▶ [ASSIGNMENT]: Set down each entry below exactly as written, keeping the pictures out.

▶ [EXTRACTED INFORMATION]:
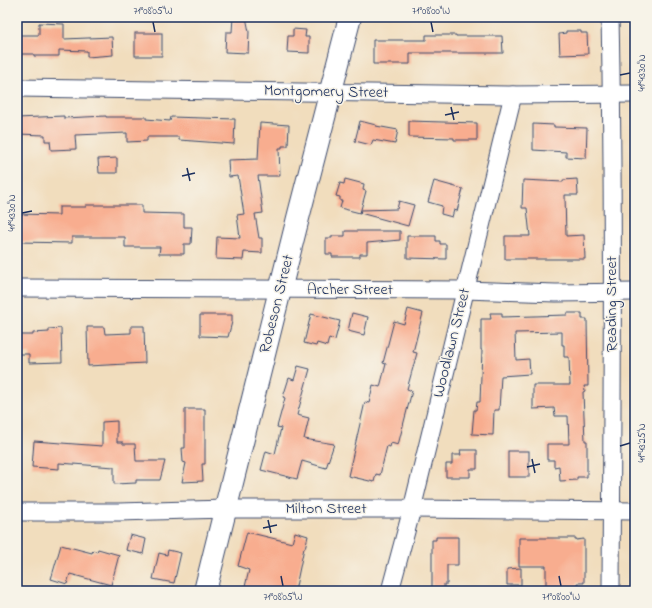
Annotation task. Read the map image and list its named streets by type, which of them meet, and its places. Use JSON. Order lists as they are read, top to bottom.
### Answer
{
  "streets": {
    "main road": ["Robeson Street"],
    "street": [
      "Montgomery Street",
      "Archer Street",
      "Reading Street",
      "Woodlawn Street",
      "Milton Street"
    ]
  },
  "crossings": [
    ["Montgomery Street", "Robeson Street"],
    ["Montgomery Street", "Reading Street"],
    ["Montgomery Street", "Woodlawn Street"],
    ["Archer Street", "Robeson Street"],
    ["Archer Street", "Reading Street"],
    ["Archer Street", "Woodlawn Street"],
    ["Robeson Street", "Milton Street"],
    ["Reading Street", "Milton Street"],
    ["Woodlawn Street", "Milton Street"]
  ],
  "coordinates": [
    "71°08'05\"W",
    "71°08'00\"W",
    "41°43'30\"N",
    "41°43'25\"N"
  ]
}
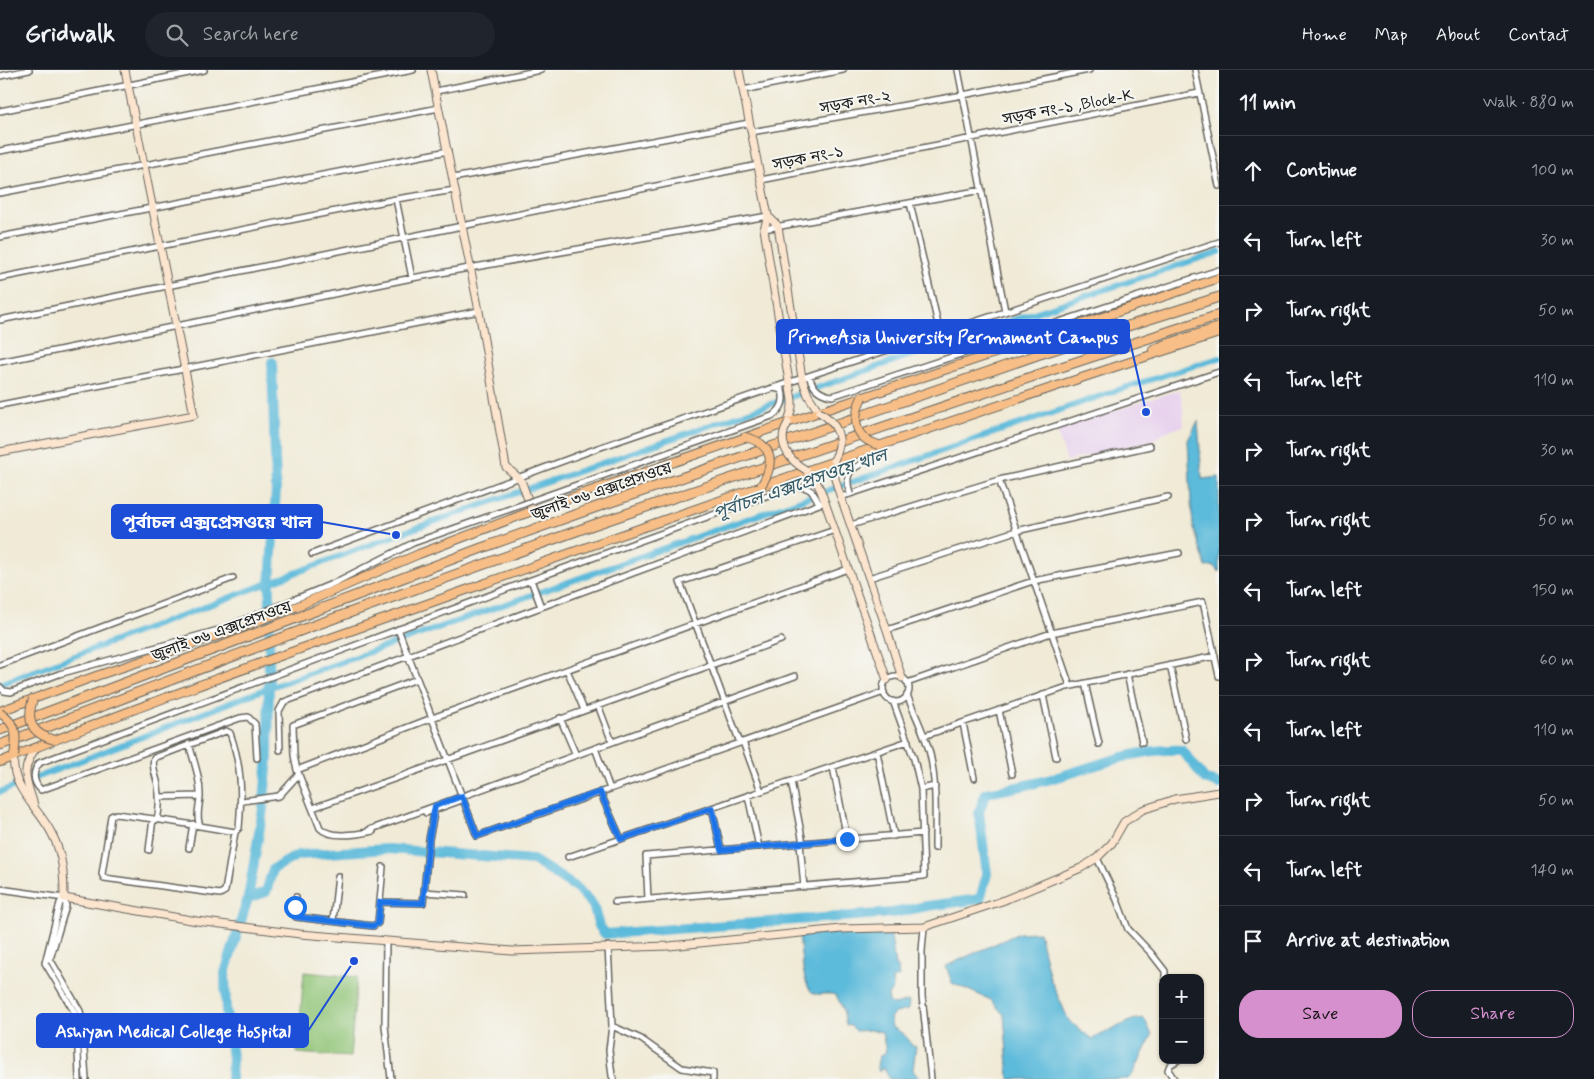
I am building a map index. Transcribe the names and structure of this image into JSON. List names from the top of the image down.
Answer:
{
  "streets": {
    "highway": ["জুলাই ৩৬ এক্সপ্রেসওয়ে"],
    "street": ["সড়ক নং-২", "সড়ক নং-১ ,Block-K", "সড়ক নং-১"]
  },
  "crossings": [
    ["সড়ক নং-২", "সড়ক নং-১"],
    ["সড়ক নং-১ ,Block-K", "সড়ক নং-১"]
  ],
  "water": ["পূর্বাচল এক্সপ্রেসওয়ে খাল"],
  "places": ["PrimeAsia University Permament Campus", "পূর্বাচল এক্সপ্রেসওয়ে খাল", "Ashiyan Medical College Hospital"],
  "page": {
    "header": "Gridwalk",
    "search": "Search here",
    "nav": [
      "Home",
      "Map",
      "About",
      "Contact"
    ],
    "heading": ["11 min", "Walk · 880 m"],
    "list": [
      ["Continue", "100 m"],
      ["Turn left", "30 m"],
      ["Turn right", "50 m"],
      ["Turn left", "110 m"],
      ["Turn right", "30 m"],
      ["Turn right", "50 m"],
      ["Turn left", "150 m"],
      ["Turn right", "60 m"],
      ["Turn left", "110 m"],
      ["Turn right", "50 m"],
      ["Turn left", "140 m"],
      "Arrive at destination"
    ],
    "map_buttons": ["+", "−"],
    "buttons": ["Save", "Share"]
  }
}
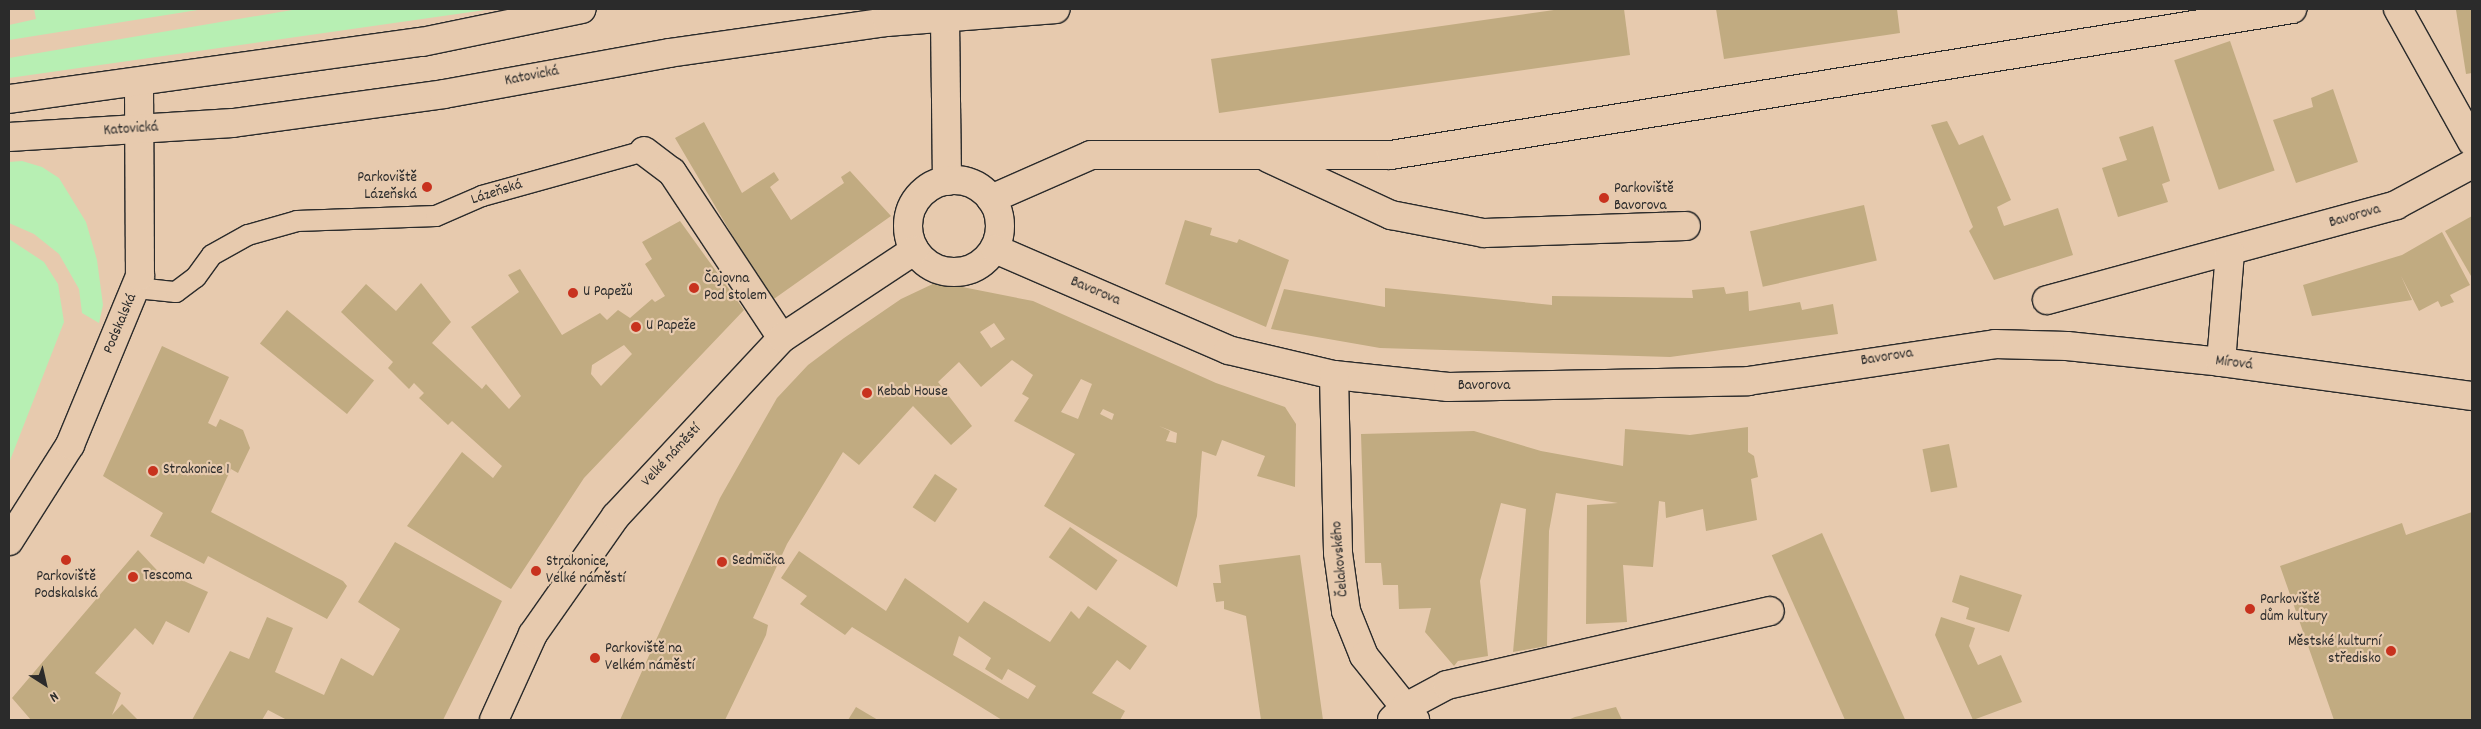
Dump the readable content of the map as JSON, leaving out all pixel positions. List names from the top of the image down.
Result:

▶ [COMPLETED EXERCISE]:
Annotation task. Read the map image and list its named streets by type, which of them meet, and its places. Use JSON. Order lists as they are read, top to bottom.
### Answer
{
  "streets": {
    "main road": ["Robeson Street"],
    "street": [
      "Montgomery Street",
      "Archer Street",
      "Reading Street",
      "Woodlawn Street",
      "Milton Street"
    ]
  },
  "crossings": [
    ["Montgomery Street", "Robeson Street"],
    ["Montgomery Street", "Reading Street"],
    ["Montgomery Street", "Woodlawn Street"],
    ["Archer Street", "Robeson Street"],
    ["Archer Street", "Reading Street"],
    ["Archer Street", "Woodlawn Street"],
    ["Robeson Street", "Milton Street"],
    ["Reading Street", "Milton Street"],
    ["Woodlawn Street", "Milton Street"]
  ],
  "coordinates": [
    "71°08'05\"W",
    "71°08'00\"W",
    "41°43'30\"N",
    "41°43'25\"N"
  ]
}
I am building a map index. Transcribe the names and structure of this image into JSON. List names from the top of the image down.
Answer:
{
  "streets": {
    "highway": ["জুলাই ৩৬ এক্সপ্রেসওয়ে"],
    "street": ["সড়ক নং-২", "সড়ক নং-১ ,Block-K", "সড়ক নং-১"]
  },
  "crossings": [
    ["সড়ক নং-২", "সড়ক নং-১"],
    ["সড়ক নং-১ ,Block-K", "সড়ক নং-১"]
  ],
  "water": ["পূর্বাচল এক্সপ্রেসওয়ে খাল"],
  "places": ["PrimeAsia University Permament Campus", "পূর্বাচল এক্সপ্রেসওয়ে খাল", "Ashiyan Medical College Hospital"],
  "page": {
    "header": "Gridwalk",
    "search": "Search here",
    "nav": [
      "Home",
      "Map",
      "About",
      "Contact"
    ],
    "heading": ["11 min", "Walk · 880 m"],
    "list": [
      ["Continue", "100 m"],
      ["Turn left", "30 m"],
      ["Turn right", "50 m"],
      ["Turn left", "110 m"],
      ["Turn right", "30 m"],
      ["Turn right", "50 m"],
      ["Turn left", "150 m"],
      ["Turn right", "60 m"],
      ["Turn left", "110 m"],
      ["Turn right", "50 m"],
      ["Turn left", "140 m"],
      "Arrive at destination"
    ],
    "map_buttons": ["+", "−"],
    "buttons": ["Save", "Share"]
  }
}
Dump the readable content of the map as JSON, leaving out all pixel positions. List names from the top of the image down.
Result:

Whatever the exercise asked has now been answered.